• What this task involves: The response must contain every line from the records below that has "rows".

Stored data
-*-

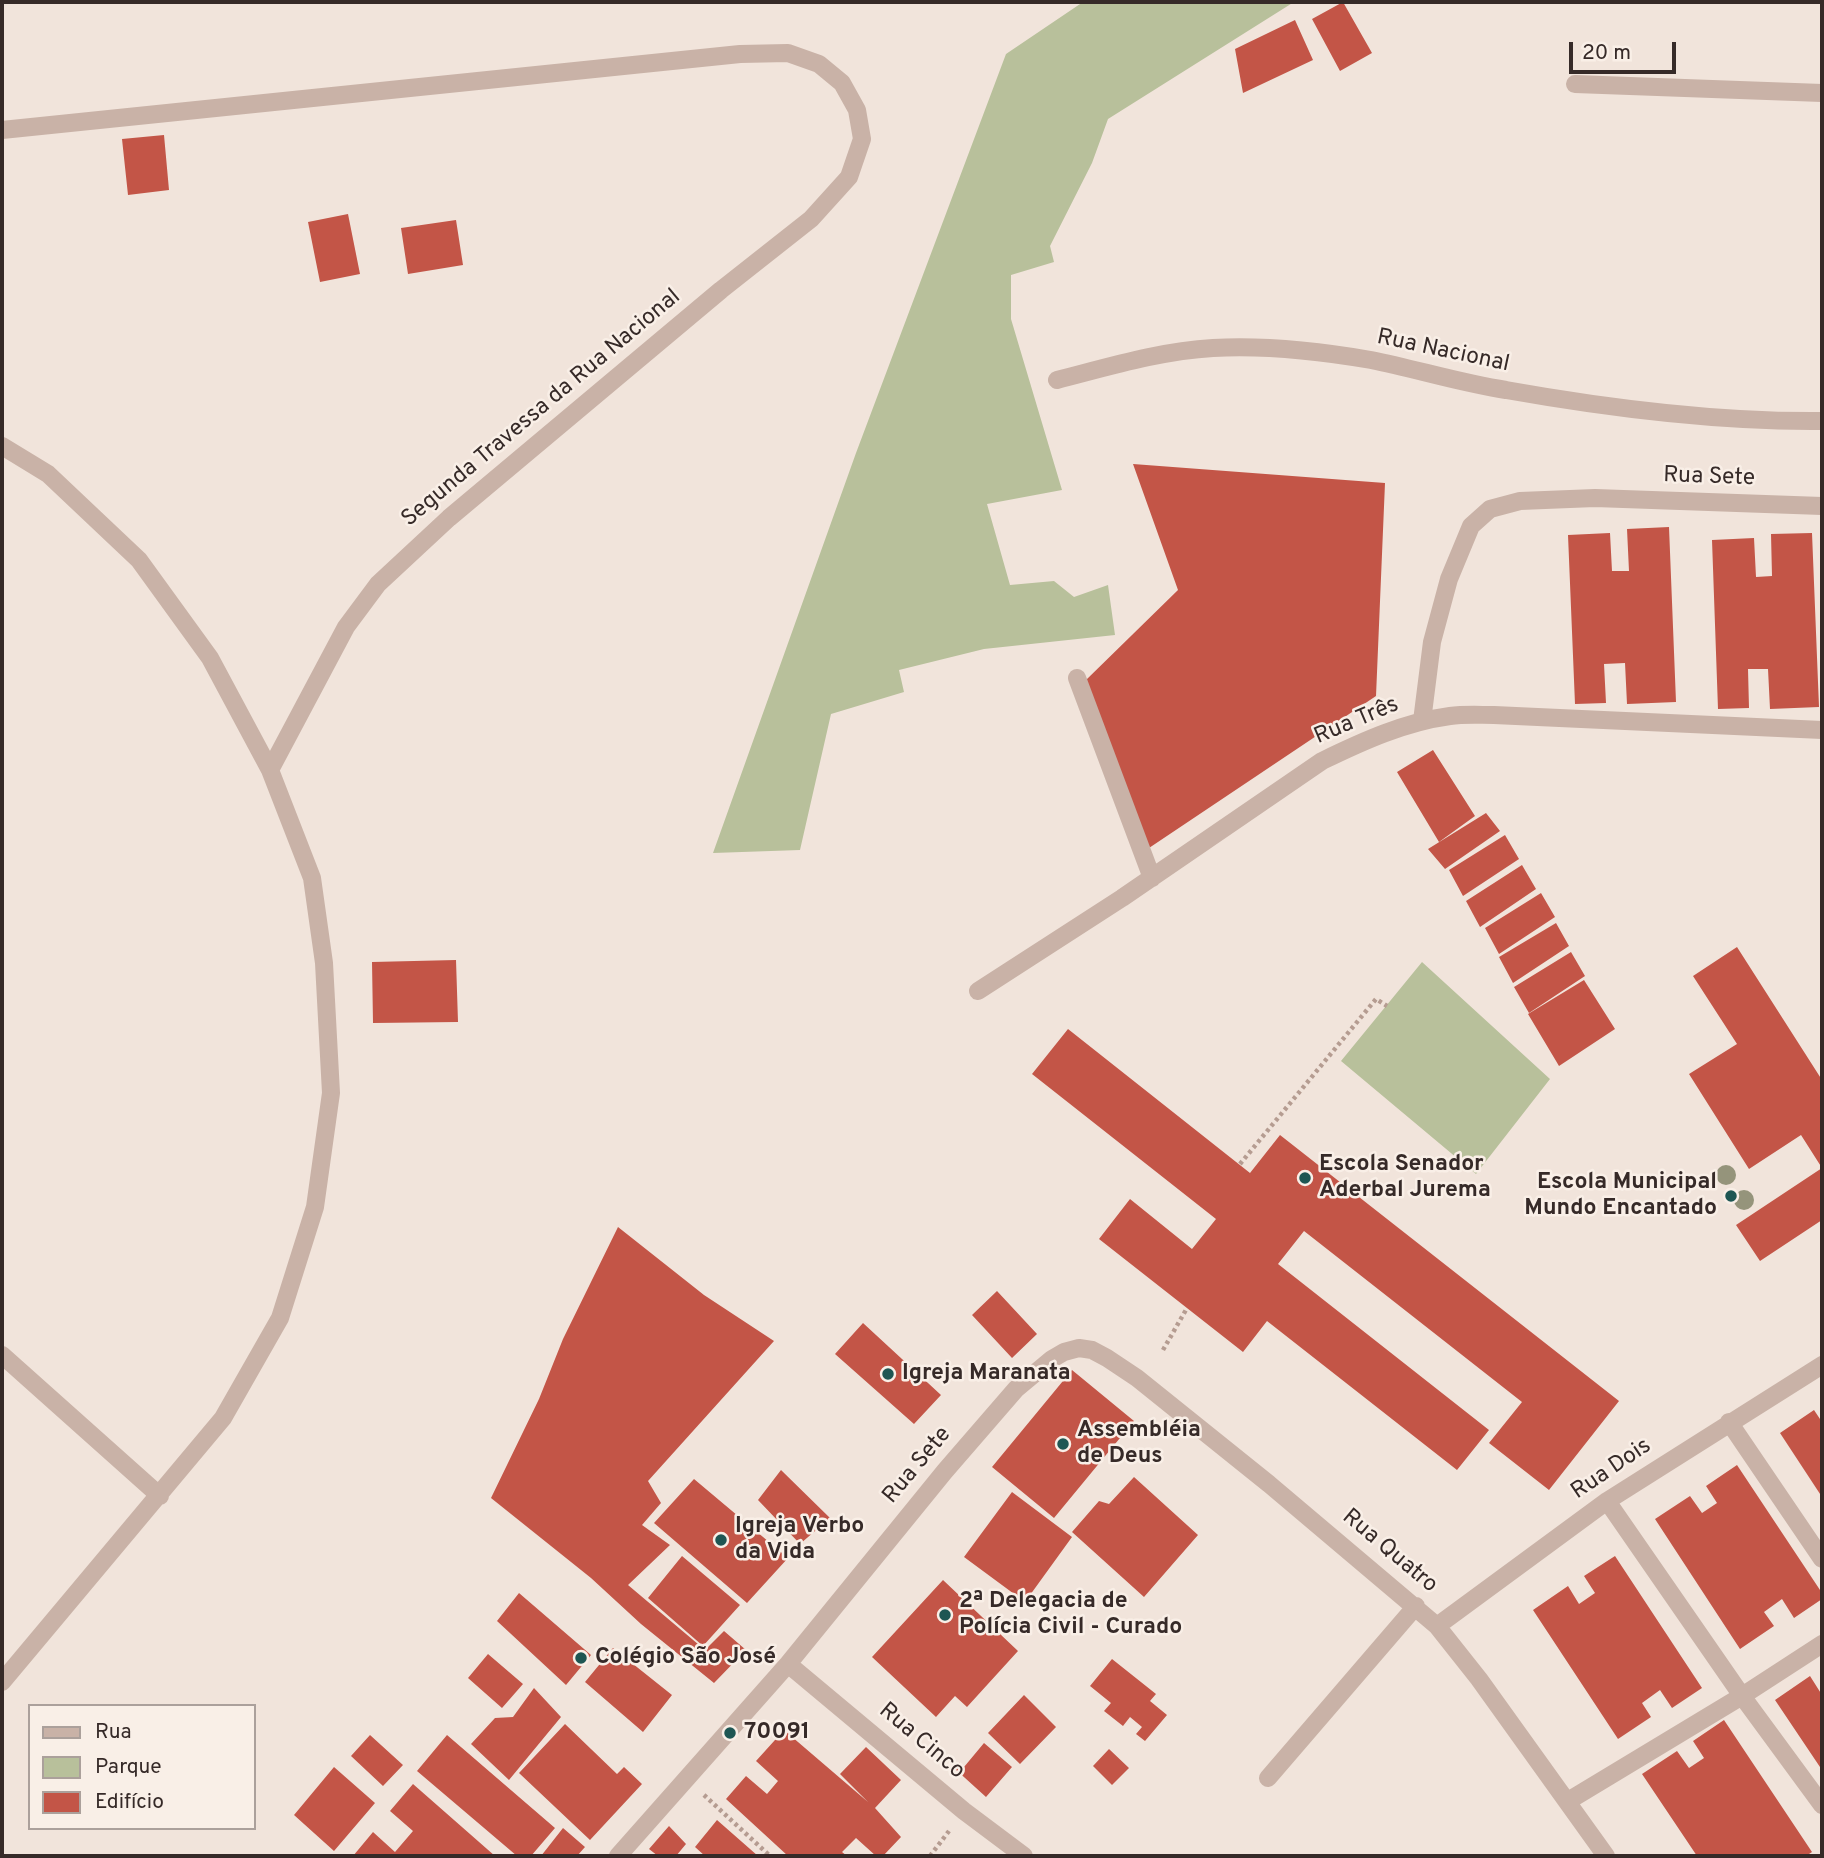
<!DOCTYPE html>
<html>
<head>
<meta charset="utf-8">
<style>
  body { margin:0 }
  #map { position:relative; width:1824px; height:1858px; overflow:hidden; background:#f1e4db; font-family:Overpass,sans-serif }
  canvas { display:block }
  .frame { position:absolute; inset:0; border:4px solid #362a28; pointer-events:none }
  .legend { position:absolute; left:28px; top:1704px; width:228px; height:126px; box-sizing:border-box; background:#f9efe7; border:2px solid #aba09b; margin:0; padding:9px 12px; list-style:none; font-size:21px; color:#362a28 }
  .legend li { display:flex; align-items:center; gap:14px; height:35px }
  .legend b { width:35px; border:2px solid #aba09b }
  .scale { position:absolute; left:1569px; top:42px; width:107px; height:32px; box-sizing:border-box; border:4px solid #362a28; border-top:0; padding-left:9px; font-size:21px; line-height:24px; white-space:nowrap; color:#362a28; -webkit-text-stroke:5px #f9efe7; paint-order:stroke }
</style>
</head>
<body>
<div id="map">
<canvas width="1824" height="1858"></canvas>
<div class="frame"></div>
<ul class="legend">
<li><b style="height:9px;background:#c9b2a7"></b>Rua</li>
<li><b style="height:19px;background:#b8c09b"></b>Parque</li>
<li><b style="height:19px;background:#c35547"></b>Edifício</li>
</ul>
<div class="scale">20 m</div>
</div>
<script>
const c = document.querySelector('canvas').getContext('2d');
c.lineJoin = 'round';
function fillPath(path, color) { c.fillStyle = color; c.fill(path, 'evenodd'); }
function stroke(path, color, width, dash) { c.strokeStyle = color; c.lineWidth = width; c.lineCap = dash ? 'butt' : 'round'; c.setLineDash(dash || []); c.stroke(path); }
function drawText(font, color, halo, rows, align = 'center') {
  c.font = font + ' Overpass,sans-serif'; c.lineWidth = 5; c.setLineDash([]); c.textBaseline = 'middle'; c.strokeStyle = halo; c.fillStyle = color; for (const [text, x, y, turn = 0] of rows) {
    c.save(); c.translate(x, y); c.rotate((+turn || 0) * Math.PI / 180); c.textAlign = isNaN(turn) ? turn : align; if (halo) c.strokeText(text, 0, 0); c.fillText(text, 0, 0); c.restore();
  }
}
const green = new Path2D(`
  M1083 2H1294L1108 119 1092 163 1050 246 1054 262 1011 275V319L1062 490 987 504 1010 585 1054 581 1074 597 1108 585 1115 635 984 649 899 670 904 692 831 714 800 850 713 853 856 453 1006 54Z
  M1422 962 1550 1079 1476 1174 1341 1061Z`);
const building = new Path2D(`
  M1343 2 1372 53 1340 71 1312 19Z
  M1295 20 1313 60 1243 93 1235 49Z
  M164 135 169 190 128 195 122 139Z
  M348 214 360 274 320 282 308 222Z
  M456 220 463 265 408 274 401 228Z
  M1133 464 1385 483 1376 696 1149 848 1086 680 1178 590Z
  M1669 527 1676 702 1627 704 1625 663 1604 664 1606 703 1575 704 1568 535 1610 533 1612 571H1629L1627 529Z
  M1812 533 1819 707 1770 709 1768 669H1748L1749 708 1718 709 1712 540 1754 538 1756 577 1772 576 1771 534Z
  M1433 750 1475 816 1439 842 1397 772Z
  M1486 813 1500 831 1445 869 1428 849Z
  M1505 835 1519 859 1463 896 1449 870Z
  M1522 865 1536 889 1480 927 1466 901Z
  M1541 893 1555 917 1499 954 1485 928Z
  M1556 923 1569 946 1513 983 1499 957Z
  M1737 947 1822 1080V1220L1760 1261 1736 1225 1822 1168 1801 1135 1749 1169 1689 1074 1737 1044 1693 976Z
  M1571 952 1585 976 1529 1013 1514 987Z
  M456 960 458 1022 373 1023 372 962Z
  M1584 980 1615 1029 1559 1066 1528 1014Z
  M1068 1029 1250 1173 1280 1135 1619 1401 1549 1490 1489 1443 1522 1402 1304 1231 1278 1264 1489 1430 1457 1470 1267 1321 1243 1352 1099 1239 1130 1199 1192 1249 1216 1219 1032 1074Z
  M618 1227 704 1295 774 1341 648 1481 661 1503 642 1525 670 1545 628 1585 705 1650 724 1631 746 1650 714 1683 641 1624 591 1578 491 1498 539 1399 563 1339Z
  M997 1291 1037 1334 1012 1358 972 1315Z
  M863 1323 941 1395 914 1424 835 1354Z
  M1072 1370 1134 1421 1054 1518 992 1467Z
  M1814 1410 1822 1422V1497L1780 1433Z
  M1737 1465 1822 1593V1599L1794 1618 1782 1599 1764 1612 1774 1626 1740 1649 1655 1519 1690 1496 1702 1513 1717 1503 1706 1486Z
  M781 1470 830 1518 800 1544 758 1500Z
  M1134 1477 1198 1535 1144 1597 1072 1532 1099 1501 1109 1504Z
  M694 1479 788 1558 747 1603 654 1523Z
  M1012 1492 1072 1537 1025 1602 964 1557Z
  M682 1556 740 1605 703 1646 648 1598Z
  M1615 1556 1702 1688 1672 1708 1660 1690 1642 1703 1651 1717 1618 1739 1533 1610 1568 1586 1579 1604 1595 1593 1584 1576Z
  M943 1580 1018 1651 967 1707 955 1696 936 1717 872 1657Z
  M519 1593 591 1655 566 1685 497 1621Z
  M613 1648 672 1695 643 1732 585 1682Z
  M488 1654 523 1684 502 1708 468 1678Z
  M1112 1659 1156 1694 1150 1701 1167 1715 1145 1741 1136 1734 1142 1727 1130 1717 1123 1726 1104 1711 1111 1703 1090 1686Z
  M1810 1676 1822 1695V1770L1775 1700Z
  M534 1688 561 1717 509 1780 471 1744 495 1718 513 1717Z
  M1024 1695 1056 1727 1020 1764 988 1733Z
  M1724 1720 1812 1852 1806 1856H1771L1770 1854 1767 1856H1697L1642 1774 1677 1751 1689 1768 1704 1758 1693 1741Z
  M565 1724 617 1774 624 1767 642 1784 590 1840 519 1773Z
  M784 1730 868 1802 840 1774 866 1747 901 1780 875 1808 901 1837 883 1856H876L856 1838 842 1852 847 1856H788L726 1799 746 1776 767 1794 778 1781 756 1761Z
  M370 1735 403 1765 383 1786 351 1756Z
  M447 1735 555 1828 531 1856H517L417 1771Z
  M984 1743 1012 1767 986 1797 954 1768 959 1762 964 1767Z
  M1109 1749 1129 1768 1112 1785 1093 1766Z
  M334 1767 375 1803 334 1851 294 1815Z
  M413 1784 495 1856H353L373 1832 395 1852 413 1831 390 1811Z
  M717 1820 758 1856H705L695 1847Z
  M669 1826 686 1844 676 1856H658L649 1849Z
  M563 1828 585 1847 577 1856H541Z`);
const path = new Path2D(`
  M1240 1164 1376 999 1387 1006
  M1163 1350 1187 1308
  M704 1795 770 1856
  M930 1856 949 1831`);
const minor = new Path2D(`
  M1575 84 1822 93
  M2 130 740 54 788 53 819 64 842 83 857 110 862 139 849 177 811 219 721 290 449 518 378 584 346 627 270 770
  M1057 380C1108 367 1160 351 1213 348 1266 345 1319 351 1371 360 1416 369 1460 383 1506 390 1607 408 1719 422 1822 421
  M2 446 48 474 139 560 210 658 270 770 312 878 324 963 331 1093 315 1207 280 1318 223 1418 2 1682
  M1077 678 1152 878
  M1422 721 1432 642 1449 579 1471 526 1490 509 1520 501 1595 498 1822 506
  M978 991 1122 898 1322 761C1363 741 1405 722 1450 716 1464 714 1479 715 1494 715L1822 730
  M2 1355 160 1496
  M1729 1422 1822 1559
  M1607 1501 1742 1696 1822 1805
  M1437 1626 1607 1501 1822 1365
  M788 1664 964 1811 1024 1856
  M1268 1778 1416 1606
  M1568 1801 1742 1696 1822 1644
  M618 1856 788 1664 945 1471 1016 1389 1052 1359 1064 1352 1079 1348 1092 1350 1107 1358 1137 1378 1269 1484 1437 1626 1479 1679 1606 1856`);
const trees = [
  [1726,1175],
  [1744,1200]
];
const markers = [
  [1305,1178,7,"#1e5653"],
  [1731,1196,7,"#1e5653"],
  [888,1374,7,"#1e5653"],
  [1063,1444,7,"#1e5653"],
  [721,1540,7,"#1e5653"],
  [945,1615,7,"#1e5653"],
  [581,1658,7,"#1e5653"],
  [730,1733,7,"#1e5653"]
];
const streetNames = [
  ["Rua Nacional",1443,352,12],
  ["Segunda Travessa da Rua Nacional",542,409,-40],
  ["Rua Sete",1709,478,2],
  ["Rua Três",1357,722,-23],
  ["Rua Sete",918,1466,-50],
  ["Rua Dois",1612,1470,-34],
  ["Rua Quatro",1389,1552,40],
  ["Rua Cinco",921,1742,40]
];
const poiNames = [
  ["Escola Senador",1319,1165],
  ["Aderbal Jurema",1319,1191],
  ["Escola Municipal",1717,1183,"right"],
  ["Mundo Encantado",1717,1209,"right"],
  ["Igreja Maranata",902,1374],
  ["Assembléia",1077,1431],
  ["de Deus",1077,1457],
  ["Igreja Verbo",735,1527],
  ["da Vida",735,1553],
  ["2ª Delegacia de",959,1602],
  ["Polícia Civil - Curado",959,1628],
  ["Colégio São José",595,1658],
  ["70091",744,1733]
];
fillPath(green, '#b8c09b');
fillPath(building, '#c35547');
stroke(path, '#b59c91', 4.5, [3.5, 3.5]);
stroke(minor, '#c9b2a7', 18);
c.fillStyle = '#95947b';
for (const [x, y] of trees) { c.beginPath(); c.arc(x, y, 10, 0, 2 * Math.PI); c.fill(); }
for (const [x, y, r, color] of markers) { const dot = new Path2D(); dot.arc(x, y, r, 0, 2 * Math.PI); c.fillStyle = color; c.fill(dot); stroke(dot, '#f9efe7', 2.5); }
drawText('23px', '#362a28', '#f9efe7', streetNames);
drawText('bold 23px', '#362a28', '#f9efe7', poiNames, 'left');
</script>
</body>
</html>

-*-

• Written answer:
function drawText(font, color, halo, rows, align = 'center') {
  c.font = font + ' Overpass,sans-serif'; c.lineWidth = 5; c.setLineDash([]); c.textBaseline = 'middle'; c.strokeStyle = halo; c.fillStyle = color; for (const [text, x, y, turn = 0] of rows) {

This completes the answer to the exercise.